DUAL ROLE FOR RESTITUTIONARY ORDERS
From the above analysis it can be stated that the single restitutionary order cannot be both remedy and direct enforcement. Sometimes they will be the former, sometimes the latter. This classification clearly depends on how the court is responding to the plaintiff’s request. History shows that most of the judgments have been based on direct enforcement order which was consistent with the “dual role view”. This view does not require the plaintiff to make any specific request but to understand that he has an option of making either.
Hence, it can be concluded that the law of restitution is the law of gains-based recovery which is to be contrasted with the law of compensation, which is the law of loss-based recovery. They are two types of legal response. When a court orders restitution it orders the defendant to give up his gains to the claimant. When a court orders compensation it orders the defendant to compensate the claimant for his or her loss. The following example might clear the difference between the two remedies. A commits a wrong against B and B sues in respect of that wrong. A will certainly be liable to pay compensation to B. If B seeks compensation then the court award will be measured by reference to the loss that B has suffered as a result of A’s wrongful act. However, in certain circumstances it will be open to B to seek restitution rather than compensation. It will be in his interest to do so if the profit that A made by his wrongful act is greater than the loss suffered by B.
In the case, Attorney Genaral v. Blake  , an English court found itself faced with the following claim. The defendant had made a profit somewhere in the region of £60,000 as a direct result of breaching his contract with the claimant. The claimant was undoubtedly entitled to claim compensatory damages but had suffered little or no identifiable loss. It therefore decided to seek restitution for the wrong of breach of contract. The claimant won the case and the defendant was ordered to pay over his profits to the claimant. However, the court was careful to point out that the normal legal response to a breach of contract is to award compensation. An order to make restitution was said to be available only in exceptional circumstances.

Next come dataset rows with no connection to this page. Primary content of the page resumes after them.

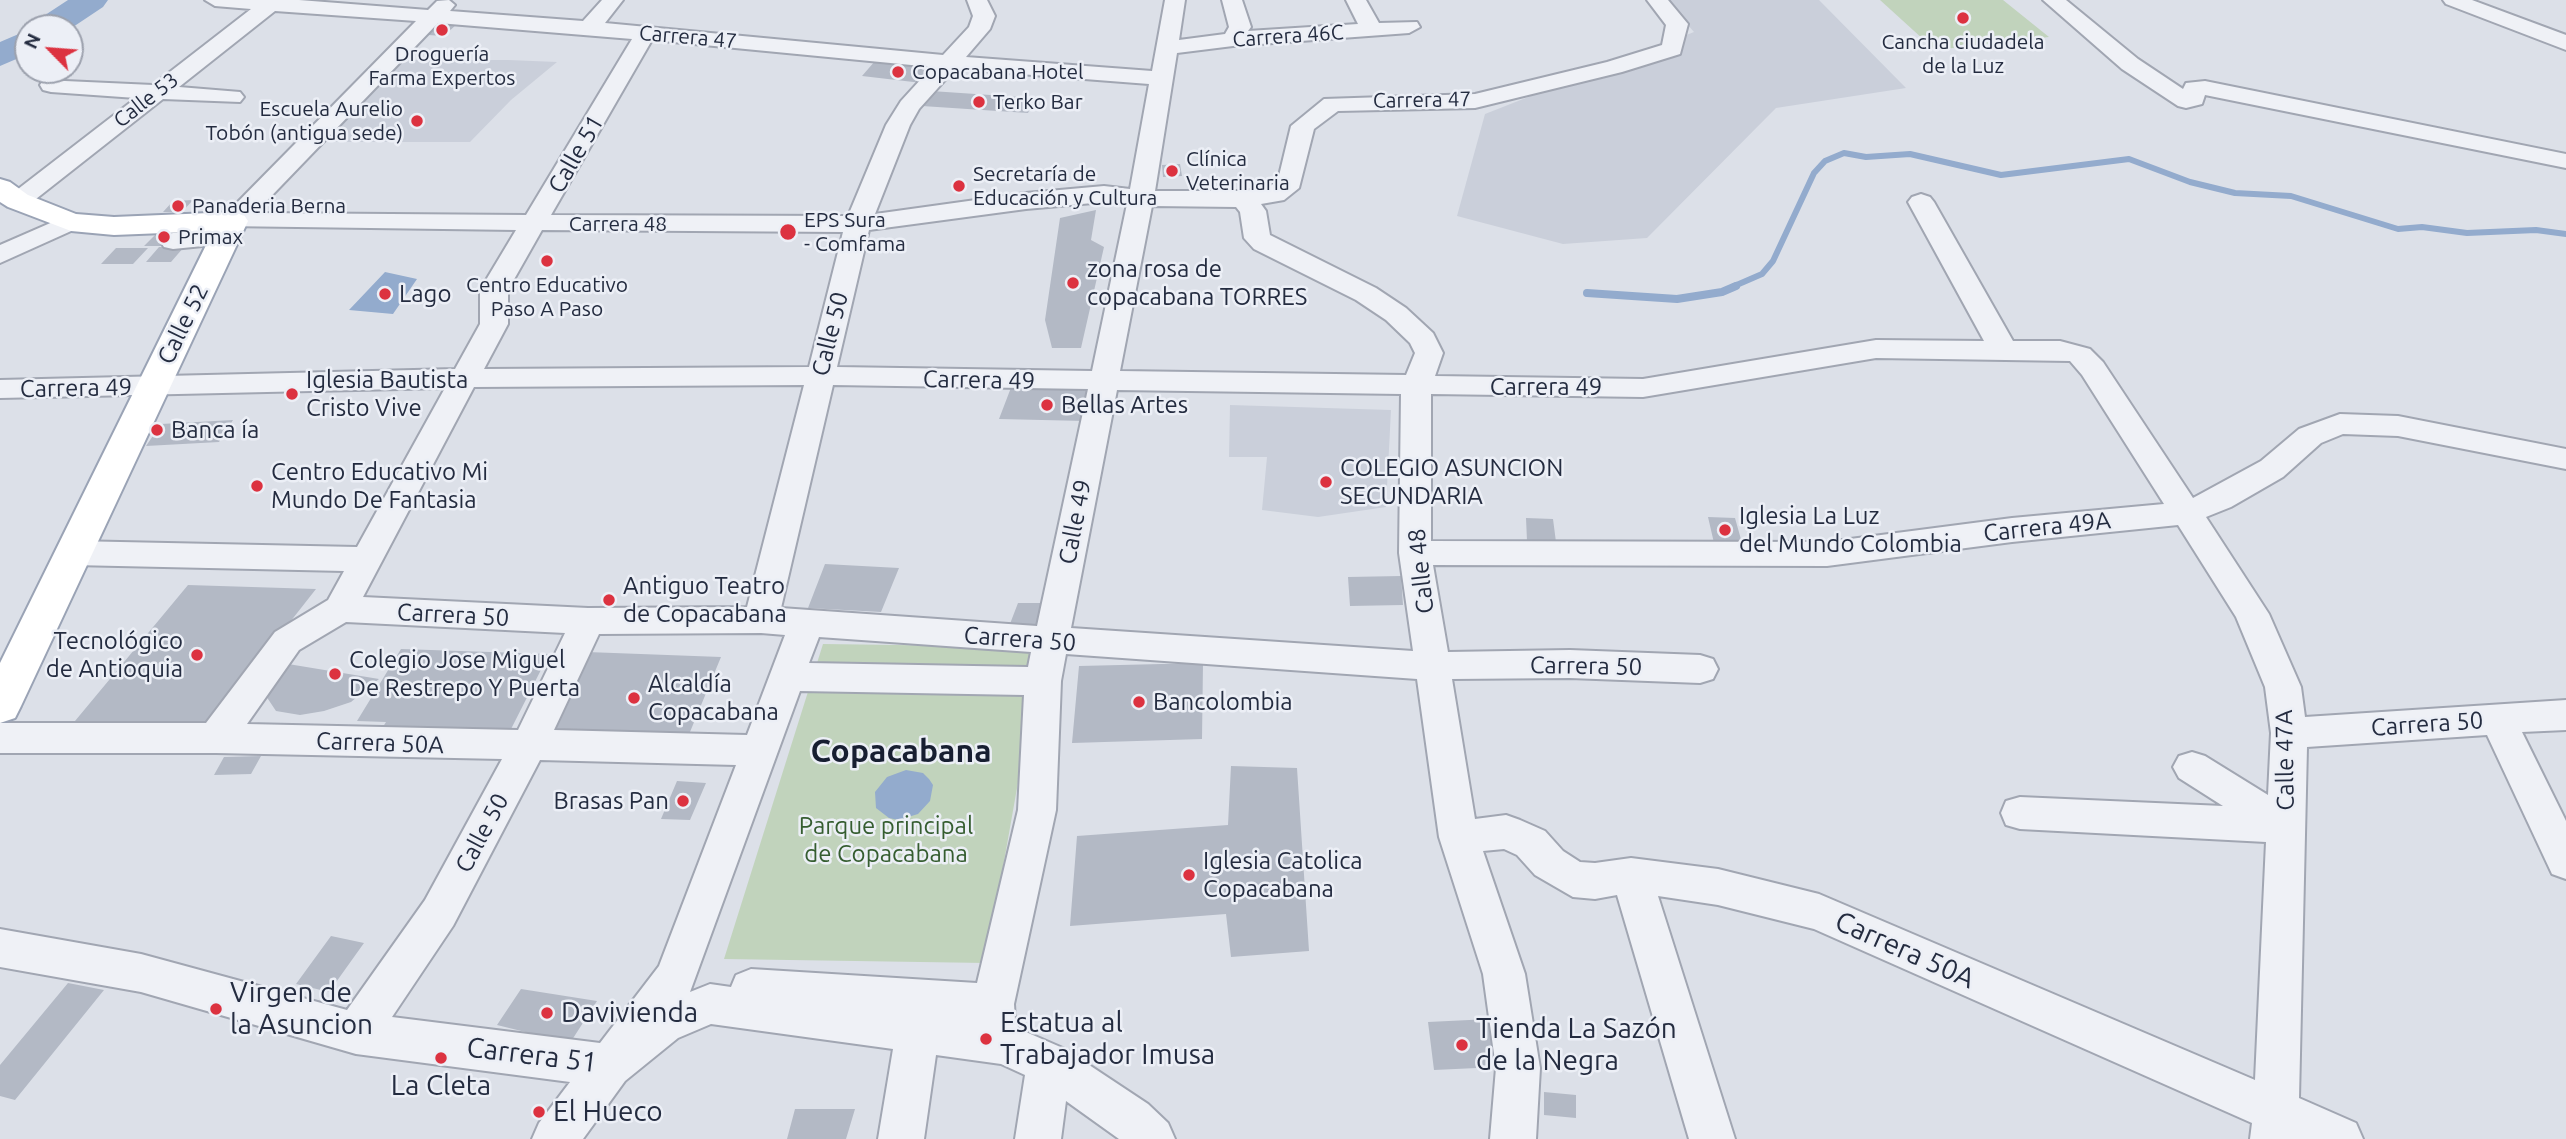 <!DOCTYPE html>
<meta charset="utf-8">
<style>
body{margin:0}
#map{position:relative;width:2566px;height:1139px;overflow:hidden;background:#dce0e8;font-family:Ubuntu,sans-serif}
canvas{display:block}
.north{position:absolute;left:14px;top:14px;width:70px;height:70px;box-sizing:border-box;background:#eceff6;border:2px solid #9ca1ad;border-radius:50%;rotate:295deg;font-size:19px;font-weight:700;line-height:28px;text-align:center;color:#242c40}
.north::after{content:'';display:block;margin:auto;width:24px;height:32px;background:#dc3240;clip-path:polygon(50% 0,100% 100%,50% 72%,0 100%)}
</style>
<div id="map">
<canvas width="2566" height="1139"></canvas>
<div class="north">N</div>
</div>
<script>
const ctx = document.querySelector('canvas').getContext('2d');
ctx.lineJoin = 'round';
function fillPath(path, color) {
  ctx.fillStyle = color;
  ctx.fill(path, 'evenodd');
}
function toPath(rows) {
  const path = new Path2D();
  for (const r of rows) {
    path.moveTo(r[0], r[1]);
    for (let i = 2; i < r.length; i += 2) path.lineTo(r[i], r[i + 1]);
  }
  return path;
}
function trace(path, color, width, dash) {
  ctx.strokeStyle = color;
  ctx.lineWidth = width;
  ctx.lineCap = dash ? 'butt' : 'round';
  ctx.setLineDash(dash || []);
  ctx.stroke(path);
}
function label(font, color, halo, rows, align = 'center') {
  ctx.font = font + ' Ubuntu,sans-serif';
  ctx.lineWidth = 5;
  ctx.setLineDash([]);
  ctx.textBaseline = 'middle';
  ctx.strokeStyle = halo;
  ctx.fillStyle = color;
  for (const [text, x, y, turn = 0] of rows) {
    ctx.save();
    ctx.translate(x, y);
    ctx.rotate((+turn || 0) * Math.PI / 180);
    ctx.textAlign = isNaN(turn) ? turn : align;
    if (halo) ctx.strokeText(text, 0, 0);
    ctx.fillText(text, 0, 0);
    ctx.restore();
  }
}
fillPath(toPath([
 [1666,0,1819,0,1906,88,1776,108,1647,238,1563,244,1457,216,1485,114,1694,32],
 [402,60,508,60,557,62,511,100,470,142,323,142],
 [1230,405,1391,410,1386,507,1318,517,1262,510,1267,457,1229,457]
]), '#cacfda');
fillPath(toPath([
 [1880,0,2003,0,2049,37,1935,50],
 [823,644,1042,647,986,963,724,959]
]), '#c1d3bc');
fillPath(toPath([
 [385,272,417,279,393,314,349,310],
 [906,770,923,773,929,779,933,785,930,801,918,814,898,820,889,818,876,808,875,792,887,777]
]), '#93abcd');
trace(toPath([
 [1732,287,1762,274,1773,261,1814,173,1825,161,1844,153,1866,157,1910,154,2001,175,2129,159,2190,182,2235,193,2291,196,2398,229,2422,227,2467,233,2536,230,2566,234]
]), '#93abcd', 6);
trace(toPath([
 [1587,293,1677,299,1722,292,1736,286]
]), '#93abcd', 8);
fillPath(toPath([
 [68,0,108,0,103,7,70,29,31,28,36,21,68,0],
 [28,30,28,54,0,66,0,42,28,30]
]), '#93abcd');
fillPath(toPath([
 [441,23,457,24,444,36,428,35],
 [875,61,934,68,922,83,862,76],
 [931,91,1035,98,1028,113,922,106],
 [1180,164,1182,176,1163,177,1162,165],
 [193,200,182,212,163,212,173,201],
 [1096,210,1091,240,1104,247,1081,348,1052,348,1045,320,1060,218],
 [179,233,168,246,144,246,156,234],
 [159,247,184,247,171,262,146,262],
 [116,248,148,248,133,264,101,264],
 [1012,385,1095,391,1085,421,999,419],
 [233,420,219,442,146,446,161,424],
 [1708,517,1735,518,1742,543,1714,543],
 [1526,518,1553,519,1556,542,1527,541],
 [825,564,899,568,881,612,808,608],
 [1401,576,1403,605,1350,606,1348,577],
 [188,585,316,589,209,725,75,721],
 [1018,603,1052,603,1044,632,1008,629],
 [401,649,549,654,508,735,381,730,386,722,357,721],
 [587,652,721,657,685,744,544,739],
 [276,662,379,679,351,702,324,711,300,715,276,711,266,696],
 [1203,663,1202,739,1072,743,1079,666],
 [261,756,251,774,214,775,224,757],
 [1231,766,1297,768,1309,951,1231,957,1226,914,1070,926,1077,836,1228,825],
 [677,781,706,783,690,820,661,819],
 [331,936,364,943,329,992,296,984],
 [68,983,104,990,15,1100,0,1096,0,1065],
 [521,989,597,1001,570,1043,497,1025],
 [1490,1019,1498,1067,1434,1070,1428,1022],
 [1544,1092,1576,1095,1576,1118,1544,1115],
 [795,1109,855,1109,846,1139,787,1139]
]), '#b3b9c5');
const minor = toPath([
 [205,0,299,0,428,10,437,1,449,0,455,5,450,11,583,21,602,0,623,0,605,23,943,55,969,27,973,16,967,0,987,0,995,16,990,29,966,57,1152,71,1165,0,1185,0,1179,40,1225,34,1229,27,1222,0,1242,0,1251,27,1248,31,1358,24,1346,0,1366,0,1379,23,1417,22,1420,27,1409,33,1233,46,1177,53,1155,191,1243,191,1268,188,1278,180,1291,126,1324,99,1475,94,1607,62,1662,45,1666,25,1647,0,1668,0,1688,24,1680,54,1622,72,1475,108,1338,111,1314,129,1299,188,1284,200,1261,204,1266,211,1270,235,1376,288,1406,308,1433,333,1443,353,1435,376,1643,379,1876,340,1984,341,1908,202,1912,197,1921,194,1930,197,1934,202,2013,341,2060,341,2090,349,2103,362,2193,498,2261,461,2299,429,2340,414,2398,416,2566,449,2566,469,2398,436,2343,434,2321,443,2283,477,2231,507,2206,517,2269,614,2301,687,2305,717,2566,700,2566,730,2522,732,2566,821,2566,879,2552,874,2487,735,2307,747,2299,1098,2356,1123,2363,1139,2250,1139,2252,1123,1814,929,1718,905,1658,896,1735,1139,1689,1139,1617,895,1595,899,1573,897,1535,875,1517,855,1504,849,1483,851,1525,974,1540,1068,1536,1139,1490,1139,1496,1068,1483,974,1439,837,1417,679,1066,654,1061,681,1056,810,1014,1004,1015,1020,1019,1029,1065,1049,1148,1104,1168,1123,1175,1139,1119,1139,1066,1101,1061,1139,1015,1139,1025,1075,1001,1064,936,1055,924,1139,878,1139,893,1049,711,1024,678,1038,625,1081,583,1139,532,1139,539,1123,570,1082,356,1054,141,992,0,967,0,929,141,954,347,1010,425,900,502,759,216,753,0,753,0,723,206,723,275,632,328,600,344,571,73,565,61,561,57,553,61,545,73,541,357,547,445,388,0,398,0,380,455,369,480,324,480,290,516,230,224,226,220,221,224,216,416,21,275,11,179,87,240,92,244,97,240,102,163,99,27,206,9,206,5,201,9,196,136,98,51,92,43,90,40,85,43,80,153,85,251,9,215,6,205,0],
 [438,23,632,39,526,215,255,213,438,23],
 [652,40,932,67,901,101,886,125,848,216,551,215,652,40],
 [955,69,1149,84,1130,189,1104,186,1026,193,875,214,910,125,919,109,955,69],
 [1104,202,1127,204,1092,371,837,367,869,230,1026,209,1104,202],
 [1152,206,1236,207,1240,212,1244,238,1254,249,1356,300,1386,320,1410,343,1415,353,1406,375,1120,371,1152,206],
 [542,230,843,232,809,367,484,369,508,324,508,290,542,230],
 [1876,358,2070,361,2082,375,2164,504,2012,518,1827,542,1431,541,1431,394,1643,397,1876,358],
 [804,385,747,607,588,608,363,597,474,387,804,385],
 [833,385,1088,389,1037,626,781,608,833,385],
 [1117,390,1401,394,1399,553,1413,651,1071,628,1117,390],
 [2178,525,2236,617,2265,687,2271,733,2268,795,2205,756,2192,752,2179,756,2173,767,2179,778,2223,806,2020,797,2006,801,2001,813,2006,825,2020,829,2266,842,2255,1080,1819,894,1718,869,1631,858,1595,863,1580,862,1563,851,1545,831,1520,820,1506,815,1475,819,1452,679,1570,678,1700,683,1713,679,1718,669,1713,659,1700,655,1570,650,1448,652,1433,565,1827,566,2012,542,2178,525],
 [346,622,565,633,518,730,247,724,299,650,346,622],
 [761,633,785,635,747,735,554,730,599,634,761,633],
 [819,637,1031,652,1028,667,809,663,819,637],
 [800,691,1024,695,1018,810,977,983,751,969,736,975,731,987,710,984,690,992,800,691],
 [540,760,736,765,659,966,600,1043,392,1017,453,926,540,760],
 [2043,0,2066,0,2138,59,2183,89,2186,83,2205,81,2566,154,2566,168,2205,95,2202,104,2186,108,2178,106,2122,69,2043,0],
 [2443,0,2472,0,2566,35,2566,50,2446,4,2443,0],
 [71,214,80,217,84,222,80,227,0,263,0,245,71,214],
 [224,229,233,231,237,237,233,243,173,249,164,247,160,241,164,235,173,233,224,229]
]);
const major = toPath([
 [0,179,10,182,28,195,76,214,114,217,233,212,244,215,248,221,21,706,15,718,0,723,0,663,213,231,114,235,71,231,8,207,0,202,0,179]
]);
trace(minor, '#a1a6b2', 4);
trace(major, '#9aa3b5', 4);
fillPath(minor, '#eff1f6');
fillPath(major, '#fff');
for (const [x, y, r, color] of [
 [1963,18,7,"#dc3240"],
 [442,30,7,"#dc3240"],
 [898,72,7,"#dc3240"],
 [979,102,7,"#dc3240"],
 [417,121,7,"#dc3240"],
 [1172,171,7,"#dc3240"],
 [959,186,7,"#dc3240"],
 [178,206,7,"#dc3240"],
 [788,232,9,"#dc3240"],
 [164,237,7,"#dc3240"],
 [547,261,7,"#dc3240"],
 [1073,283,7,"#dc3240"],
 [385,294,7,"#dc3240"],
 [292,394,7,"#dc3240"],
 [1047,405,7,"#dc3240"],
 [157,430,7,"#dc3240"],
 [1326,482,7,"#dc3240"],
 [257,486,7,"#dc3240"],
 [1725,530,7,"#dc3240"],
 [609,600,7,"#dc3240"],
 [197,655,7,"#dc3240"],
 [335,674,7,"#dc3240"],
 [634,698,7,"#dc3240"],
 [1139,702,7,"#dc3240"],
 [683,801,7,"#dc3240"],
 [1189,875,7,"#dc3240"],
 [216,1009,7,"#dc3240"],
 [547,1013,7,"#dc3240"],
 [986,1039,7,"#dc3240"],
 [1462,1045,7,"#dc3240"],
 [441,1058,7,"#dc3240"],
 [539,1112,7,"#dc3240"]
]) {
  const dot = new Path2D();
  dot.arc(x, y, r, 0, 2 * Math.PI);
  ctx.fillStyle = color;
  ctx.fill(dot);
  trace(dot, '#eceff6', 2.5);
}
label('21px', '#242c40', '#eceff6', [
 ["Carrera 46C",1288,36,-4],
 ["Carrera 47",688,37,5],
 ["Calle 53",146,100,-38],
 ["Carrera 47",1422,100,-1],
 ["Carrera 48",618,224]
]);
label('21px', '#242c40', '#eceff6', [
 ["Cancha ciudadela",1963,42,"center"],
 ["de la Luz",1963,66,"center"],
 ["Droguería",442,54,"center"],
 ["Farma Expertos",442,78,"center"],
 ["Copacabana Hotel",912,72],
 ["Terko Bar",993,102],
 ["Escuela Aurelio",403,109,"right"],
 ["Tobón (antigua sede)",403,133,"right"],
 ["Clínica",1186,159],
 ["Veterinaria",1186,183],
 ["Secretaría de",973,174],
 ["Educación y Cultura",973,198],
 ["Panaderia Berna",192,206],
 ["EPS Sura",804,220],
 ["- Comfama",804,244],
 ["Primax",178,237],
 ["Centro Educativo",547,285,"center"],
 ["Paso A Paso",547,309,"center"]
], 'left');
label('24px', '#242c40', '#eceff6', [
 ["Calle 51",576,154,-60],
 ["Calle 52",183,324,-64],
 ["Calle 50",830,334,-76],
 ["Carrera 49",979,380,1],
 ["Carrera 49",1546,387],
 ["Carrera 49",76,388,-1],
 ["Calle 49",1075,522,-79],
 ["Carrera 49A",2047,527,-6],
 ["Calle 48",1421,571,-96],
 ["Carrera 50",453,615,3],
 ["Carrera 50",1020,639,4],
 ["Carrera 50",1586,666,1],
 ["Carrera 50",2427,724,-4],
 ["Carrera 50A",380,743,2],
 ["Calle 47A",2285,760,-91],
 ["Calle 50",482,833,-62]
]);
label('24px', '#242c40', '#eceff6', [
 ["zona rosa de",1087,269],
 ["copacabana TORRES",1087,297],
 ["Lago",399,294],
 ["Iglesia Bautista",306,380],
 ["Cristo Vive",306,408],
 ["Bellas Artes",1061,405],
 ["Banca ía",171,430],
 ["COLEGIO ASUNCION",1340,468],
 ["SECUNDARIA",1340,496],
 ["Centro Educativo Mi",271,472],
 ["Mundo De Fantasia",271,500],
 ["Iglesia La Luz",1739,516],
 ["del Mundo Colombia",1739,544],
 ["Antiguo Teatro",623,586],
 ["de Copacabana",623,614],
 ["Tecnológico",183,641,"right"],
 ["de Antioquia",183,669,"right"],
 ["Colegio Jose Miguel",349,660],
 ["De Restrepo Y Puerta",349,688],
 ["Alcaldía",648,684],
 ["Copacabana",648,712],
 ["Bancolombia",1153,702],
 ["Brasas Pan",669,801,"right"],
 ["Iglesia Catolica",1203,861],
 ["Copacabana",1203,889]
], 'left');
label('24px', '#355d30', '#eceff6', [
 ["Parque principal",886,826],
 ["de Copacabana",886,854]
]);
label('28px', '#242c40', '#eceff6', [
 ["Carrera 50A",1905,950,24],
 ["Carrera 51",532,1055,7]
]);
label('28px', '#242c40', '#eceff6', [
 ["Virgen de",230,993],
 ["la Asuncion",230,1025],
 ["Davivienda",561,1013],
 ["Estatua al",1000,1023],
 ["Trabajador Imusa",1000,1055],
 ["Tienda La Sazón",1476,1029],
 ["de la Negra",1476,1061],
 ["La Cleta",441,1086,"center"],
 ["El Hueco",553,1112]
], 'left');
label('bold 32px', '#171e31', '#eceff6', [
 ["Copacabana",901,751]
]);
</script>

Moreover in conclusion, it is apt to point out that it is a well established principle that every right has a remedy. Therefore in case of law of restitution, the common law provides a right against the wrong-doings but on the contrary in civil codified law, a remedy is provided in case of a wrong doing. Therefore we can conclude that under the civil law there is an implicit right of restitution to which there is a remedy in case of wrongdoing. Henceforth Law of Restitution is a right as well as a remedy in itself.